Murder on the Île
Sordou. By M.L. Longworth. Penguin. $15.
A leisurely paced, elegant
gastronomic adventure that just happens to have a killing at its center, M.L.
Longworth’s Murder on the Île
Sordou is the fourth in a series featuring examining magistrate Antoine
Verlaque and his law-professor girlfriend, Marine Bonnet – “Chubby Man” and
“Pretty Woman,” as they are described by a staff member of the hotel on an
island off Marseille, where they have gone for a quiet vacation that is
interrupted by the untimely death of another hotel guest.
Longworth is equally
comfortable in French and English, having even written a bilingual essay
collection, but the sensibility of this novel is distinctly Gallic, and readers
need to understand that to get its full flavor. Indeed, flavor is much of what
the book is about, containing as it does loving descriptions of various meals
and their ingredients, and sophisticated banter in which Bonnet teases Verlaque
by saying a wine is a Bordeaux when she knows it is really a Burgundy. The
matter-of-fact attitude toward physical relationships is rather French as well,
as when Bonnet tells her friend, Sylvie, how she and Verlaque spent the
afternoon: “We had sex twice, then a nap.” And non-French speakers had best be
prepared for the casual, untranslated use of phrases such as les hublots (portholes) and “A la prochaine!” (“until next time,” a
cheerful farewell to a restaurant patron). It helps as well to know what the
TGV is (France’s high-speed train) and what RER refers to (express trains that
connect Paris to its suburbs).
Readers who enjoy all this
and want to settle in for a visit to some unfamiliar climes will find Murder on the Île Sordou quite
charming, even if the murder itself – which does not occur until halfway
through the book – is never as interesting as the descriptions of the place
where it occurs and the people among whom it takes place. The book’s basic
outline is a very old one: people are in isolated circumstances (as, for
instance, the Orient Express) when someone is killed, and the protagonist must
analyze not only the present but also the victim’s past in order to figure out
what happened. The “examining magistrate” (a position that does not exist in the
U.S. but that, for all intents and purposes here, is essentially that of a
detective) has a relaxed, almost-world-weary-but-not-quite air about him, with
his love for Bonnet, cigars and fine wines as integral to his personality as
his determination to find out what happened to the has-been actor who has been
killed. Both Verlaque and Bonnet are attractive characters, as is Bonnet’s best
friend, Sylvie, although she is more of a “type” than they are – artistic,
sexually adventurous, tart-tongued, and so forth.

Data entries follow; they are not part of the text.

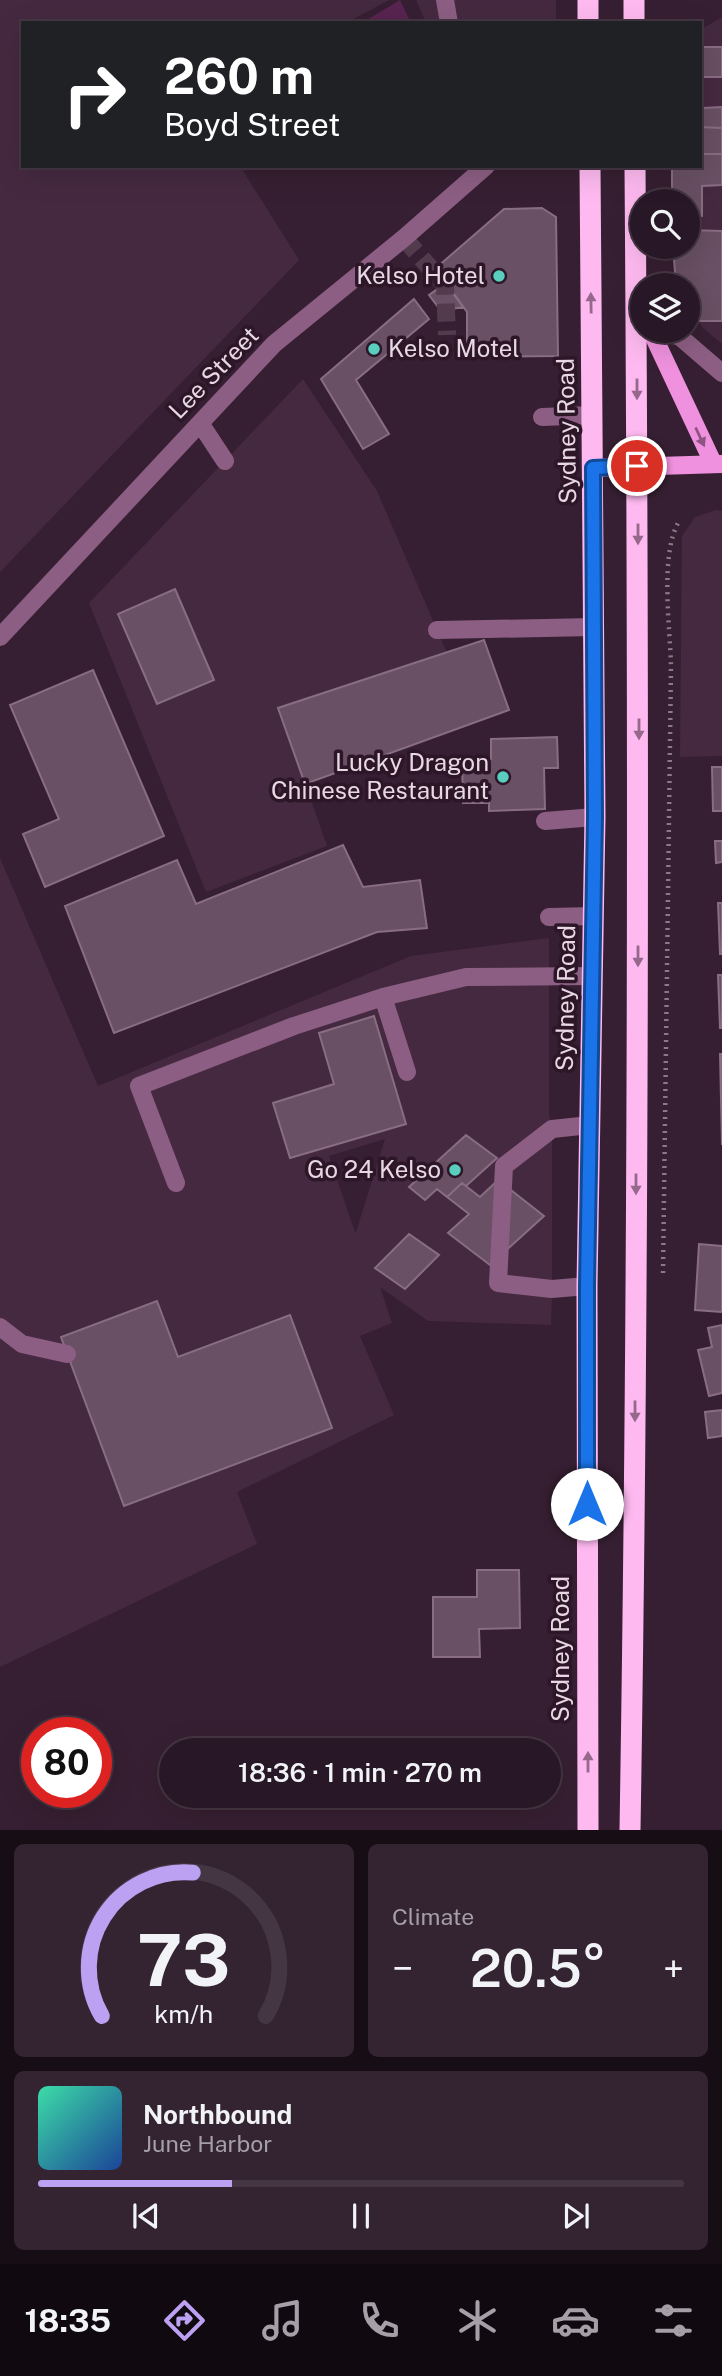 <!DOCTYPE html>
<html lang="en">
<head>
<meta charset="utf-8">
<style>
  :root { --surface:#281726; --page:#342432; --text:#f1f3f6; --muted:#a59fa7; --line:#443643; --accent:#bca0f2 }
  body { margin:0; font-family:"Public Sans",sans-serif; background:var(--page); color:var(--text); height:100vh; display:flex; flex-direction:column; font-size:26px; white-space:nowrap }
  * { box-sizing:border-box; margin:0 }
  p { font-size:23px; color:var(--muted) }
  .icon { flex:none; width:38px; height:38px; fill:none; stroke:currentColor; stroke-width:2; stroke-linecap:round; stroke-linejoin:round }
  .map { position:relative; height:1830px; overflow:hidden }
  .details { display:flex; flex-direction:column; gap:14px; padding:14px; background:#160d15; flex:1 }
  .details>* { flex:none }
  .hud { position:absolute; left:21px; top:21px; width:681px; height:147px; border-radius:0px; box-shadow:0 7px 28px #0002,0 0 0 2px var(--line); background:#202124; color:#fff; overflow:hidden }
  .buttons { position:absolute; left:630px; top:189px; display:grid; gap:14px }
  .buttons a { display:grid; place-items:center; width:70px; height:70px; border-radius:50%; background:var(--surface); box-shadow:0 7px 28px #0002,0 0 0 2px var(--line); font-size:35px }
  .speed { position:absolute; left:21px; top:1717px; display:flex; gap:14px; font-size:35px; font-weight:700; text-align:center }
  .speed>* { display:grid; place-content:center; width:91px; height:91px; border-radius:50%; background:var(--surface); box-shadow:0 7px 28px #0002,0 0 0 2px var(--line); line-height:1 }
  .speed .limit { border:10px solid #d22; background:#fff; color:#111 }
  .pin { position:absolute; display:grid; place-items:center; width:60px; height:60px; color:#fff; margin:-30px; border:4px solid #fff; border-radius:50%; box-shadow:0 2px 7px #0007 }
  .me { position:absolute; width:77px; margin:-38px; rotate:0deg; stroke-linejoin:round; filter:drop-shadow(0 0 5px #0008) }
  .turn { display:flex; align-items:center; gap:24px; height:147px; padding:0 28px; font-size:32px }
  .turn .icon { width:91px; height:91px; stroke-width:2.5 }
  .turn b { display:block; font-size:49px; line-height:60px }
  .big { font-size:52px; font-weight:600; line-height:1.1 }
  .details .tile { flex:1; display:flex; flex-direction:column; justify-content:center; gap:10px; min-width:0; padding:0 24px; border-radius:10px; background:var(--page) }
  .details .dial { align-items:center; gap:0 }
  .dial svg { height:182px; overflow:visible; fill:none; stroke:var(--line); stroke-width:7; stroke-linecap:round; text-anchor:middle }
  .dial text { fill:var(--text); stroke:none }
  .song { display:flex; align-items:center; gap:21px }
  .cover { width:84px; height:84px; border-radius:10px; background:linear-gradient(135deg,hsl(160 70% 55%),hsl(220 70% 35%)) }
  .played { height:7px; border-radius:4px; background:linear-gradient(90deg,var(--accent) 30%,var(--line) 30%) }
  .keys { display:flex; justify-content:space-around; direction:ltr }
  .heat { display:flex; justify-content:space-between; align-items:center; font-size:38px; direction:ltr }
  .details .tiles { flex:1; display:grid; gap:14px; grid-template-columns:1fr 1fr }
  .tile:last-child { grid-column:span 2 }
  .trip { position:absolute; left:159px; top:1738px; width:402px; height:70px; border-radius:35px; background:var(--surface); box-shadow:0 7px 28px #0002,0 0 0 2px var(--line); font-weight:600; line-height:70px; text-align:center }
  .tabs { display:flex; height:112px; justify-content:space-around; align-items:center; background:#10090f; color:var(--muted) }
  .tabs .icon { width:49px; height:49px }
  .tabs .selected { color:var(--accent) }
  .tabs b { font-size:32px; color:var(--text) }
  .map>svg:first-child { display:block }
  .built { fill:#452940; fill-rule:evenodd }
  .green { fill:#582450 }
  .building { fill:#695064; stroke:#896d83; stroke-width:2 }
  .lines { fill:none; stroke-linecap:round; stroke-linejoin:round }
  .minor-tunnel { stroke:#513b4d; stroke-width:18; stroke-dasharray:18 9; stroke-linecap:butt }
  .path { stroke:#8b7888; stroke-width:4.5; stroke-dasharray:2 5; stroke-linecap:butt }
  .minor { stroke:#8c5e83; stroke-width:18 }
  .major { stroke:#ef91de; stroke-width:18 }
  .highway { stroke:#febaf0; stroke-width:21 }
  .oneway { fill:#95688c }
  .oneway2 { fill:#8e5483 }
  .route-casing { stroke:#114b97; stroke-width:18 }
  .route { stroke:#1a73e8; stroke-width:12 }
  .poi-dot { fill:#59cebf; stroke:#2c1628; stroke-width:2.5 }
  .labels { text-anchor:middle; stroke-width:7; stroke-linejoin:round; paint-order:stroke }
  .poi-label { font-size:24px; fill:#e7d8e4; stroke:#2c1628; text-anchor:end }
  .street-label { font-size:24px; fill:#e7d8e4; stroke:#2c1628 }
</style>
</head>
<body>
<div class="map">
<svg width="722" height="1830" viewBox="0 0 722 1830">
  <rect width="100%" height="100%" fill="#361f32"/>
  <path class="built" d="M0,0H389L346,23H23V166H240L299,260L0,572Z
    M416,0H556V23H426Z
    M722,17V344L704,329L688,309V285H676L673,247H688V201H672V166H700V30Z
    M303,379L377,491L447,653L279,708L327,846L206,892L89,603Z
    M716,510L722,511V756L680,757L682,536L695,517Z
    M0,858L98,1086L411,956L549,938V1114L552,1129V1289L551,1325L428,1321L380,1287L392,1323L360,1336L394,1415L237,1492L257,1544L0,1667ZM385,1139L356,1232H355L329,1156Z"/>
  <path class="green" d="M400,0L411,23H362Z"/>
  <path class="building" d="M700,47H722V77H703V108L722,107V128L700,127Z
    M700,127L722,128V154H700Z
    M700,154H722V185L702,186V216H688V201H672V166H700Z
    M542,208L556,217L558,356L467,357V312L436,268L504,209Z
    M688,230L722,231V321H698L688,309V285H676L673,247H688Z
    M446,283L452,292L463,307L441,311L429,295Z
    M414,299L429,319L356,380L389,434L363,449L321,379Z
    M175,589L214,680L157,704L118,614Z
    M484,640L509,710L305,784L278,708Z
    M93,670L164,836L45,887L23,834L59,819L10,705Z
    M557,737L558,768H544L545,809L489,811V803H463L462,760L491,759V739Z
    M712,767H722V811H713Z
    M715,841H722V862L716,863Z
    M343,845L363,887L420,880L427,928L377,932L114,1033L65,906L177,860L196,904Z
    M718,903H722V954H720Z
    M718,975H722V1028H720Z
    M374,1016L406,1124L290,1158L273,1103L334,1084L319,1033Z
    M720,1054H722V1145Z
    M466,1135L497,1158L466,1186L462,1183L447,1197L437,1189L425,1200L409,1187Z
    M498,1180L544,1216L490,1265L448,1233L469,1214L447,1197L462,1183L480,1197Z
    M409,1234L439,1255L405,1289L375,1268Z
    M699,1244L722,1246V1312L695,1310Z
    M157,1301L178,1357L290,1315L332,1428L124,1506L61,1337Z
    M722,1325V1393L709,1396L698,1350L712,1347L708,1328Z
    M722,1410V1436L708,1438L705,1412Z
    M477,1570H519L520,1628L479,1629L480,1657H433V1597H477Z"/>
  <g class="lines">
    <path class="minor-tunnel" d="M404,238L445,285L447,335"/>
    <path class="path" d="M663,1273L671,666C670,626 660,557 678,523"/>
    <path class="minor" d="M445,0L449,23
      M651,332L679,336L722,373
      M542,417L593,415
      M200,423L225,461
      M437,630L594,627
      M0,637L274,344L404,238L486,166
      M545,821L595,817
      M549,917L594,916
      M383,997L407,1072
      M176,1183L139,1086L294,1026L383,997L466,977L593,976
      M587,1286L552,1289L498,1283L504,1166L552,1129L590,1125
      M0,1327L22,1344L67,1354"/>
    <path class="major" d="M651,331L713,463
      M593,468L722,464"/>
    <path class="highway" d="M588,0V23
      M634,0V23
      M588,1830L587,1286L595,817L590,166
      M630,1830C639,1275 639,721 635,166"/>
  </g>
  <defs><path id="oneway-solid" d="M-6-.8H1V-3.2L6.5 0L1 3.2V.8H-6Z" transform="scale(1.75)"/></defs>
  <g class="oneway">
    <use href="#oneway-solid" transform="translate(591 303) rotate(-91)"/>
    <use href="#oneway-solid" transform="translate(637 389) rotate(90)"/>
    <use href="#oneway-solid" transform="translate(638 534) rotate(90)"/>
    <use href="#oneway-solid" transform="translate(639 729) rotate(90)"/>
    <use href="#oneway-solid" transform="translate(638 956) rotate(90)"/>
    <use href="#oneway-solid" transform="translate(636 1184) rotate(90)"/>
    <use href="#oneway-solid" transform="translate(635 1411) rotate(90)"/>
    <use href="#oneway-solid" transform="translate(588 1762) rotate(-90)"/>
  </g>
  <use class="oneway2" href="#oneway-solid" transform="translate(700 437) rotate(65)"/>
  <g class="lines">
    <g class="route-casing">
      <path id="route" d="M587,1504V1286L595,817L593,468L637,466"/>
    </g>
    <use href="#route" class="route"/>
  </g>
  <g class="poi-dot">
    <circle cx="499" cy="276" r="7"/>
    <circle cx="374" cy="349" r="7"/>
    <circle cx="503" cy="777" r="7"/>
    <circle cx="455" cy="1170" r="7"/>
  </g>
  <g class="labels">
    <g class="poi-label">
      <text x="485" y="284">Kelso Hotel</text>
      <text x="388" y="357" text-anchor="start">Kelso Motel</text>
      <text x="489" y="771">Lucky Dragon<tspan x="489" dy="28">Chinese Restaurant</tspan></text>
      <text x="441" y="1178">Go 24 Kelso</text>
    </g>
    <g class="street-label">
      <text transform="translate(214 373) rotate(-46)" y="8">Lee Street</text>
      <text transform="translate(567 431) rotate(-91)" y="8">Sydney Road</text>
      <text transform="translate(566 998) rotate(-89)" y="8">Sydney Road</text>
      <text transform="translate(561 1649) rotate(-90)" y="8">Sydney Road</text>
    </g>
  </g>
</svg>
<div class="buttons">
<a><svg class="icon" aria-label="search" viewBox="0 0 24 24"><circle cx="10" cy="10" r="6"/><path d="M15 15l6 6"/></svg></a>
<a><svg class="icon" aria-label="layers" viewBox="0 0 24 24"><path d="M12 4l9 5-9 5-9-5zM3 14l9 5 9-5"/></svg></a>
</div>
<div class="speed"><div class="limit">80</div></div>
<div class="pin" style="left:637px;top:466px;background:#d93025"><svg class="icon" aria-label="arrive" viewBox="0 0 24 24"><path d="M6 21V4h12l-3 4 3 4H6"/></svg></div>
<svg class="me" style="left:587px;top:1504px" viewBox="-20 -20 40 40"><circle r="19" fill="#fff"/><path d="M0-13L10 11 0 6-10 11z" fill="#1a73e8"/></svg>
<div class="trip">18:36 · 1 min · 270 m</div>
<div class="hud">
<div class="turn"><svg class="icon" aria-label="right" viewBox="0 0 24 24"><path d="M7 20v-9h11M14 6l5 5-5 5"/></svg><div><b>260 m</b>Boyd Street</div></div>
</div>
</div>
<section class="details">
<div class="tiles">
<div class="tile dial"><svg viewBox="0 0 100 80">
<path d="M14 69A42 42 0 1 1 86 69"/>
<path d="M14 69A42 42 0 0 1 54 6" stroke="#bca0f2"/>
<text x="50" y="56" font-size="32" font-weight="700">73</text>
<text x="50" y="72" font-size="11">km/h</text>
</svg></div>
<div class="tile"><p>Climate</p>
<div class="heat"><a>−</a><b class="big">20.5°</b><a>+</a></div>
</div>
<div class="tile">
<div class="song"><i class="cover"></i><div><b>Northbound</b><p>June Harbor</p></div></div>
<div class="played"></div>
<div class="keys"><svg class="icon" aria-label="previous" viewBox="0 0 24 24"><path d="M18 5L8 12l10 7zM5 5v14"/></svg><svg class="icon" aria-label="pause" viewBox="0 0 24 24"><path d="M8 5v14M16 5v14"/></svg><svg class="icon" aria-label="next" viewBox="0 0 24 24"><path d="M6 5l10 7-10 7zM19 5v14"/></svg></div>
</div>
</div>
</section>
<nav class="tabs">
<b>18:35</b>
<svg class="icon selected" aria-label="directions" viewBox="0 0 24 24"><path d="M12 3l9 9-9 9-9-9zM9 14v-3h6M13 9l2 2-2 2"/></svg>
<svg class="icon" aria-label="music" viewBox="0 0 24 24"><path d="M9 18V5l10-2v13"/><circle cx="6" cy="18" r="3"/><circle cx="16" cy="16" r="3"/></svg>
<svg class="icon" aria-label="phone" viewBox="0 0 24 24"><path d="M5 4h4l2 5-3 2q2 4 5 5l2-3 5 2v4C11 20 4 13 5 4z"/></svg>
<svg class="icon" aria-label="climate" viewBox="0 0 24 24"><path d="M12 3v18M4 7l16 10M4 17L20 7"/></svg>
<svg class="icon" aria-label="car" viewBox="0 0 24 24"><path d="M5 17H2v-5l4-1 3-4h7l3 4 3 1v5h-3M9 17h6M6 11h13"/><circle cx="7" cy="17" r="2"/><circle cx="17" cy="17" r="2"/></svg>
<svg class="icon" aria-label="filters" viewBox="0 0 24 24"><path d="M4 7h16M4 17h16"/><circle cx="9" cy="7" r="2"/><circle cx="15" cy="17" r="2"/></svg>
</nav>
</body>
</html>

Actually, Longworth makes it
clear that she is well aware of the sort of book she is writing and the genre
conventions within which she keeps it. One character says of another, “He’s
straight out of a novel,” and indeed that is so. “This is sheer Agatha
Christie,” comments Sylvie at one point, and that is so true, in so many ways,
that readers who know Christie’s many books will smile wryly, perhaps even
chuckle, at the comment. From time to time, Longworth does slip into genre
clichés, as when she has one character tell another, “I’m sure there’s nothing
to worry about,” which of course means there is, or when all the lights
suddenly go out before the killer is identified. By and large, though, Longworth
accepts the conventions within which she writes and stretches them gently for
her own purposes. Indeed, “gentle” is a word that fits Murder on the Île Sordou quite well: the
central murder is not dwelled on or described in too much detail, the eventual
solution ties everything up very neatly (rather too neatly, in fact), and the
book as a whole reads like a pleasant travelogue interrupted by a touch of, oh
my, something untoward. Pleasant rather than compelling, Murder on the Île Sordou is a murder mystery
for those less interested in “whodunit” than in where and why it was done, and
what wines were drunk with which freshly prepared meals while the whole matter
was being discussed in an atmosphere of warmth and camaraderie.